A metagenômica oferece uma visão global do impacto da formulação em toda a população de fungos e bactérias presentes na pele. “Hoje esta é a análise mais sofisticada que temos para entender o microbioma cutâneo, mas ela não é necessariamente a mais indicada. Para definir as estratégias de análise, precisamos ter bem claros os objetivos de entrega do produto e conciliá-los com as ferramentas tecnológicas que temos à disposição”, ressalta.

 

A dermatologista Flavia Addor, diretora técnica do Grupo Medcin, menciona o avanço tecnológico para o desenvolvimento de pós-bióticos, mas lembra que é fundamental analisar a viabilidade desses ingredientes na formulação: “eles devem reproduzir o efeito do probiótico, restabelecendo o microbioma natural da área que se propõem a tratar”.

 

“Sabemos, por exemplo, que o microbioma do couro cabeludo saudável é bem diferente do microbioma da pele do pé saudável. Ambos podem albergar fungos de espécies diversas, com comportamentos distintos.

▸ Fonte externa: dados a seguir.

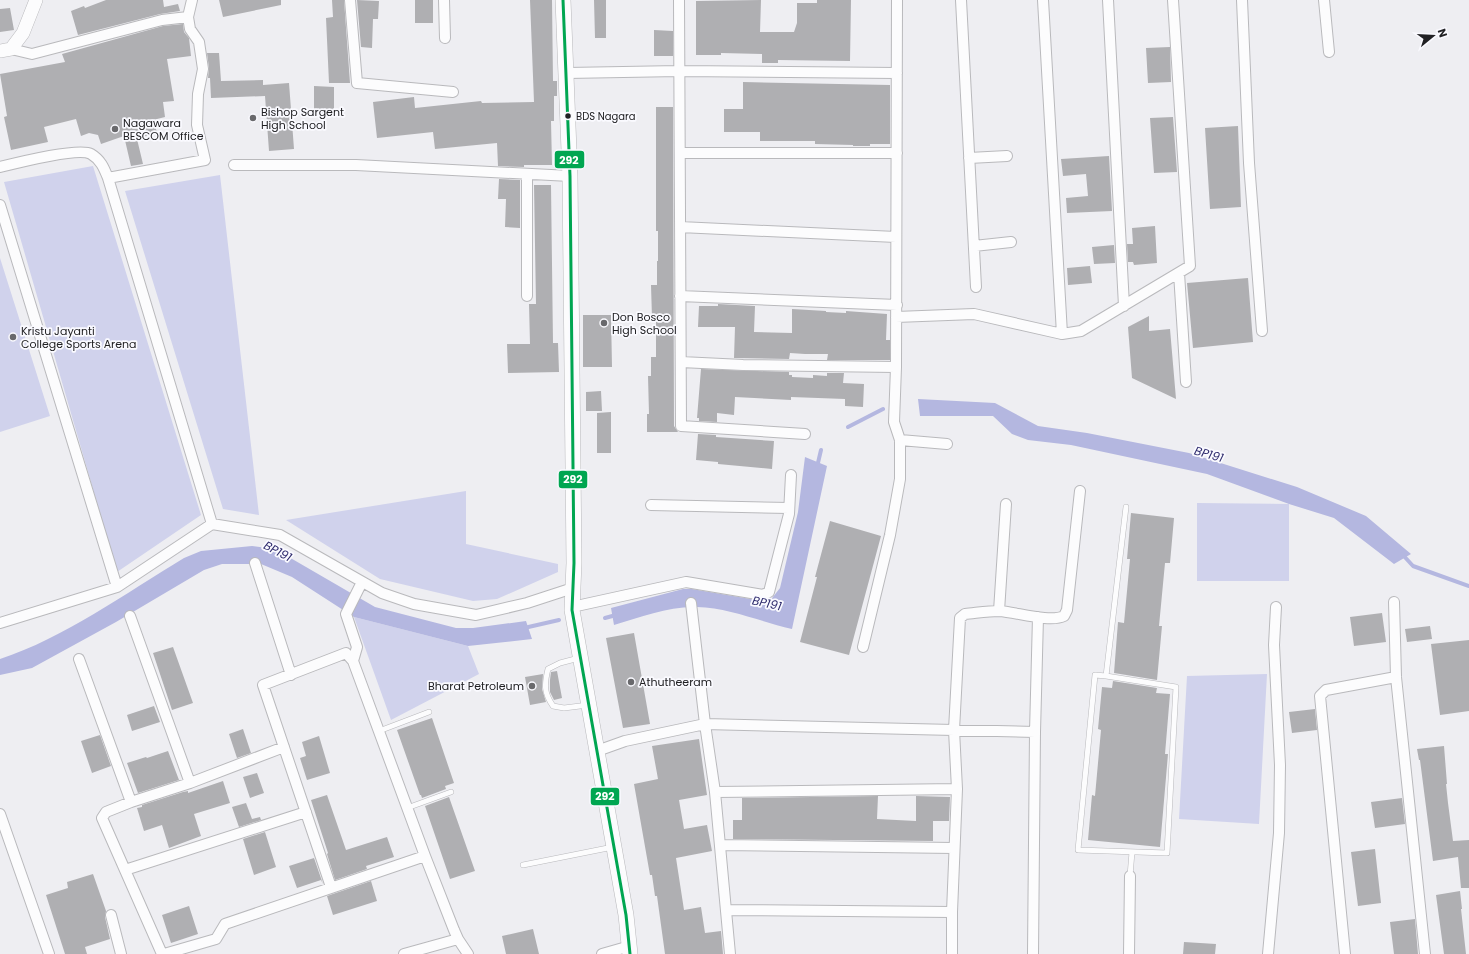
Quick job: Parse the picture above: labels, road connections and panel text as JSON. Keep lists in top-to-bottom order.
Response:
{
  "water": ["BP191"],
  "places": [
    "BDS Nagara",
    "Bishop Sargent High School",
    "Nagawara BESCOM Office",
    "Don Bosco High School",
    "Kristu Jayanti College Sports Arena",
    "Athutheeram",
    "Bharat Petroleum"
  ],
  "lines": ["transit line 292"],
  "north": "right"
}
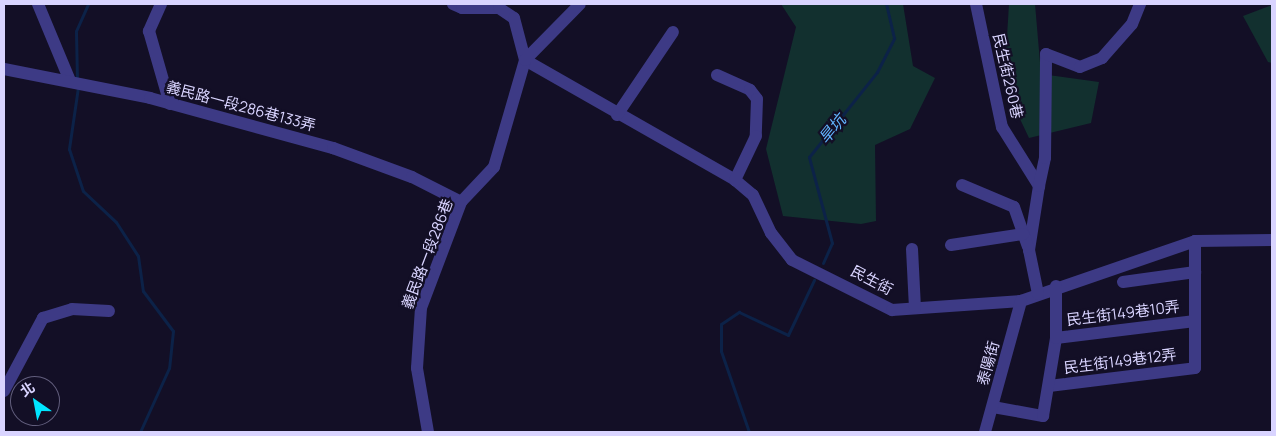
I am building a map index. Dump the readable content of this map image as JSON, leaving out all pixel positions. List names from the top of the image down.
{
  "streets": {
    "street": [
      "民生街260巷",
      "義民路一段286巷133弄",
      "義民路一段286巷",
      "民生街",
      "民生街149巷10弄",
      "民生街149巷12弄",
      "泰陽街"
    ]
  },
  "crossings": [
    ["義民路一段286巷133弄", "義民路一段286巷"],
    ["義民路一段286巷", "民生街"],
    ["民生街", "泰陽街"],
    ["民生街149巷10弄", "民生街149巷12弄"]
  ],
  "water": ["旱坑"],
  "north": "top left"
}
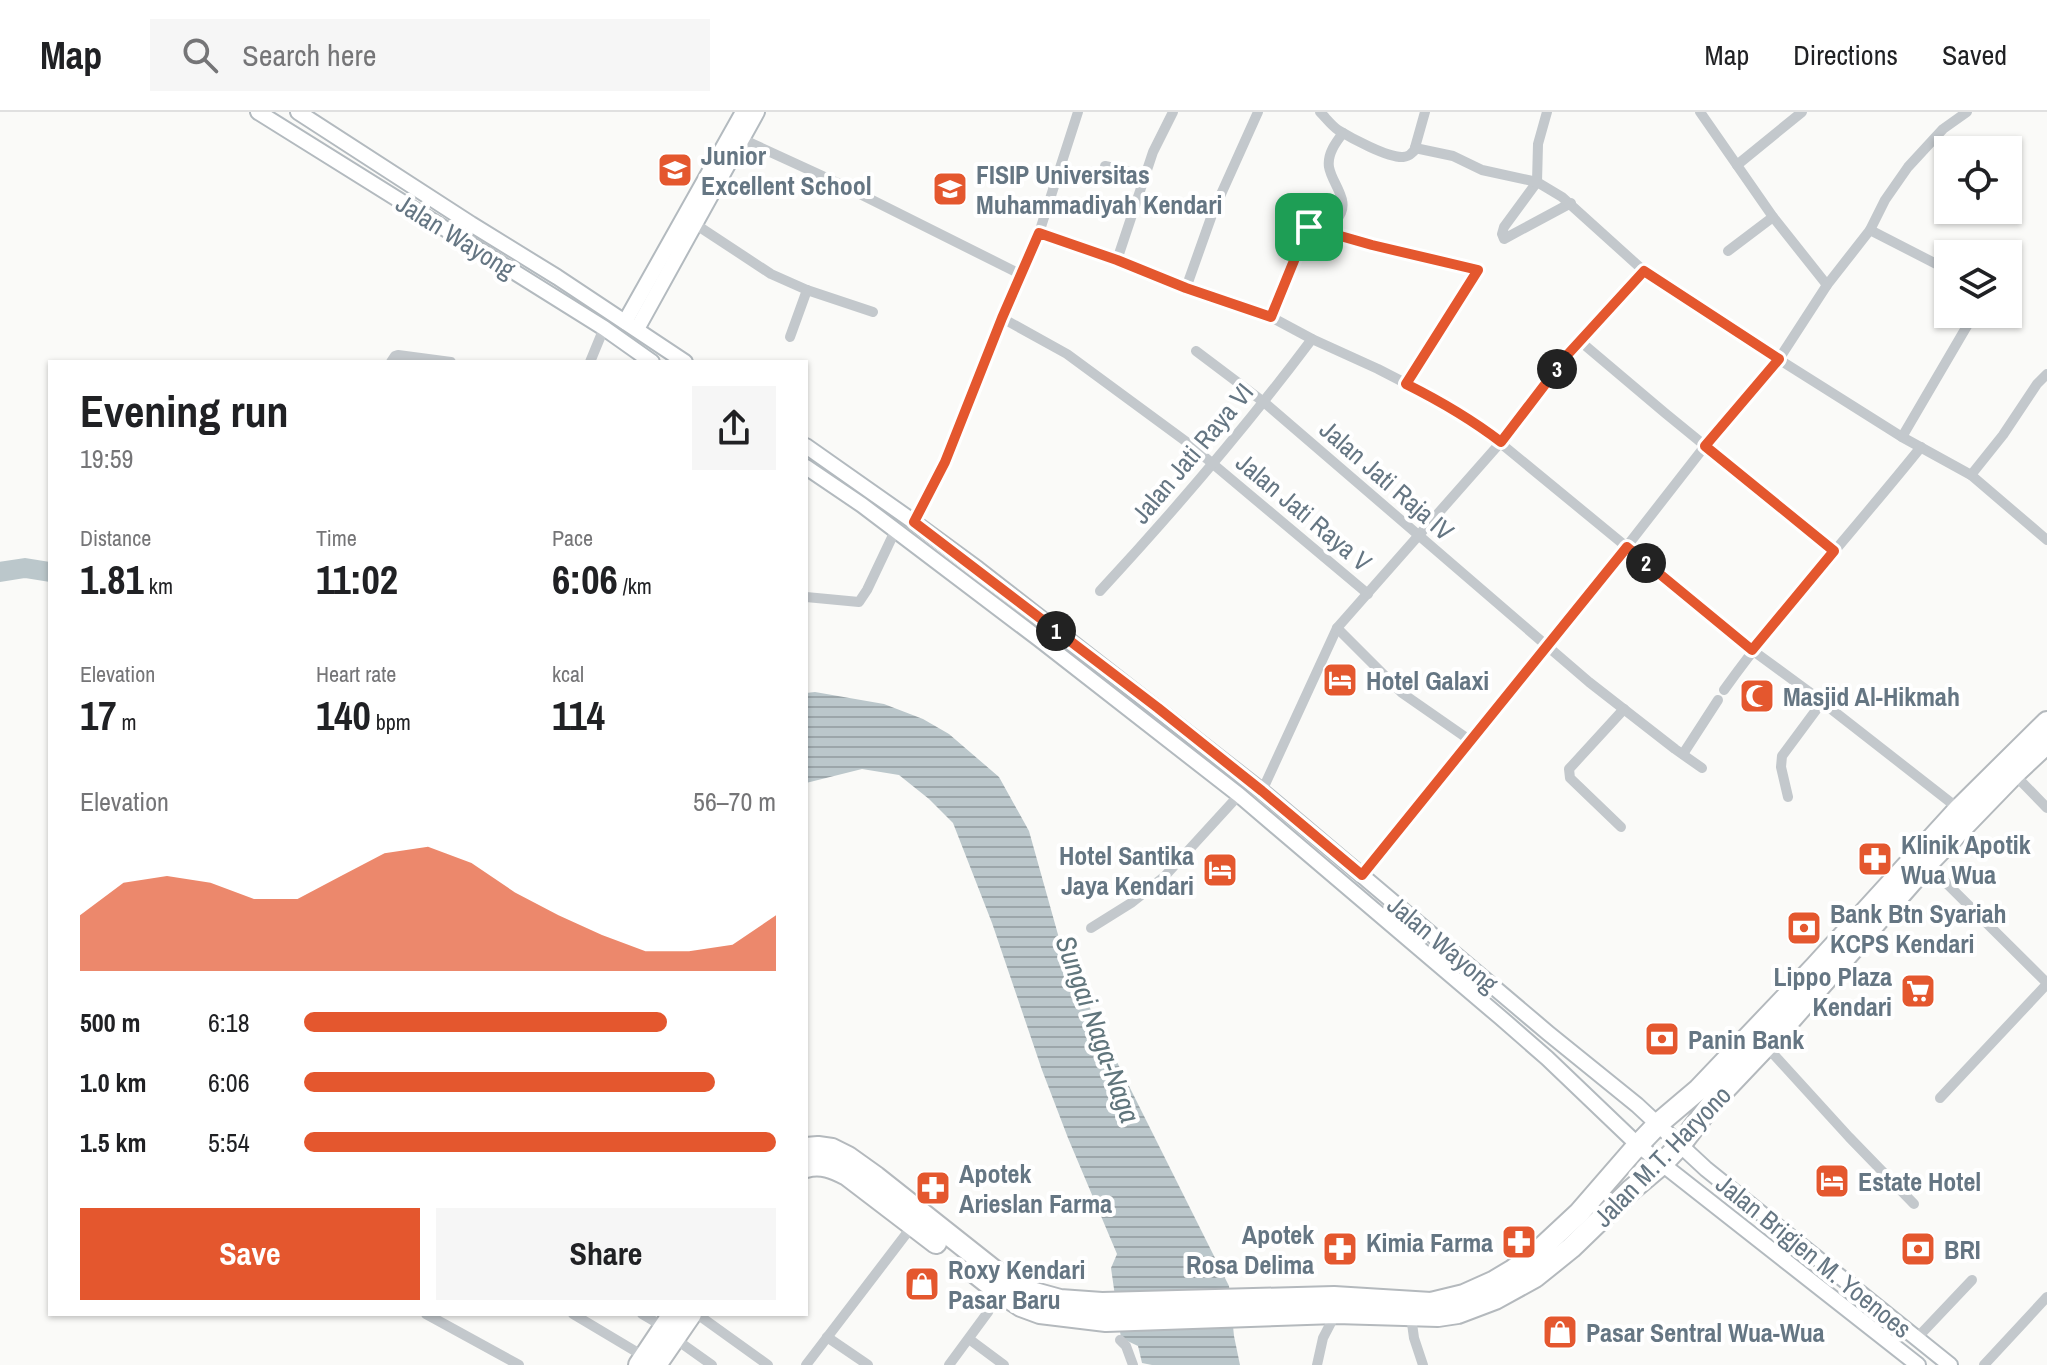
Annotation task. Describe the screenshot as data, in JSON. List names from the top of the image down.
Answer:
{
  "streets": {
    "highway": ["Jalan M.T. Haryono"],
    "main road": ["Jalan Wayong", "Jalan Brigjen M. Yoenoes"],
    "street": ["Jalan Jati Raya VI", "Jalan Jati Raja IV", "Jalan Jati Raya V"]
  },
  "crossings": [
    ["Jalan Wayong", "Jalan M.T. Haryono"],
    ["Jalan Wayong", "Jalan Brigjen M. Yoenoes"],
    ["Jalan Jati Raya VI", "Jalan Jati Raja IV"],
    ["Jalan Jati Raya VI", "Jalan Jati Raya V"],
    ["Jalan M.T. Haryono", "Jalan Brigjen M. Yoenoes"]
  ],
  "water": ["Sungai Naga-Naga"],
  "places": {
    "school or university": ["Junior Excellent School", "FISIP Universitas Muhammadiyah Kendari"],
    "hotel": ["Hotel Galaxi", "Hotel Santika Jaya Kendari", "Estate Hotel"],
    "mosque": ["Masjid Al-Hikmah"],
    "pharmacy": [
      "Klinik Apotik Wua Wua",
      "Apotek Arieslan Farma",
      "Kimia Farma",
      "Apotek Rosa Delima"
    ],
    "bank": ["Bank Btn Syariah KCPS Kendari", "Panin Bank", "BRI"],
    "supermarket": ["Lippo Plaza Kendari"],
    "shop": ["Roxy Kendari Pasar Baru", "Pasar Sentral Wua-Wua"]
  },
  "page": {
    "header": "Map",
    "search": "Search here",
    "nav": ["Map", "Directions", "Saved"],
    "pins": ["3", "2", "1"],
    "heading": ["Evening run", "19:59"],
    "stats": [
      ["Distance", "1.81 km"],
      ["Time", "11:02"],
      ["Pace", "6:06 /km"],
      ["Elevation", "17 m"],
      ["Heart rate", "140 bpm"],
      ["kcal", "114"]
    ],
    "chart": ["Elevation", "56–70 m"],
    "list": [
      {
        "name": "500 m",
        "note": "6:18"
      },
      {
        "name": "1.0 km",
        "note": "6:06"
      },
      {
        "name": "1.5 km",
        "note": "5:54"
      }
    ],
    "buttons": ["Save", "Share"]
  }
}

Antes de escolher quais ingredientes do grupo dos bióticos serão usados na formulação, é importante determinar o local de uso, a indicação e os parâmetros a serem avaliados, para desenvolver um produto que justifi que a incorporação desses ativos”, argumenta.

 

 

Novas Formulações

 

Em janeiro, o Centro de Inovação em Materiais da Universidade Federal de São Paulo (CIM-Unifesp), unidade que integra a rede Embrapii (Empresa Brasileira de Pesquisa e Inovação Industrial), assinou um acordo de parceria envolvendo as empresas Shanghai Pechoin Biotech e Solabia Biotecnológica para o desenvolvimento de formulações com ativos veiculados em nanopartículas, para aplicação em produtos para as mãos.

 

A iniciativa está alinhada ao crescimento da demanda por produtos que ofereçam praticidade e segurança, bem como à necessidade de validar novos antissépticos para as mãos. Serão desenvolvidos e testados sistemas nanoestruturados compostos por prebióticos e pós-bióticos e por agentes com potencial ação virucida, com a finalidade de restabelecer o balanço no ecossistema da pele e prevenir a covid-19.

 

“A inovação é quase que mandatória para sobreviver no mundo moderno. O distanciamento entre a universidade e as indústrias, que ainda acontece no Brasil, prejudica a possibilidade de desenvolvimento de ambas. O projeto Embrapii veio para incentivar essa aproximação, promovendo o compartilhamento de tecnologia e transformando conhecimento em produtos, processos e serviços”, comenta Vânia Leite, docente da Unifesp e coordenadora do projeto.

 

Com previsão de conclusão em dez meses, o estudo será desenvolvido no Laboratório de Farmacotécnica e Cosmetologia, ligado ao CIM-Unifesp, e terá as participações dos professores Newton André Filho e Patrícia Santos Lopes, além de alunos e pesquisadores da Unifesp.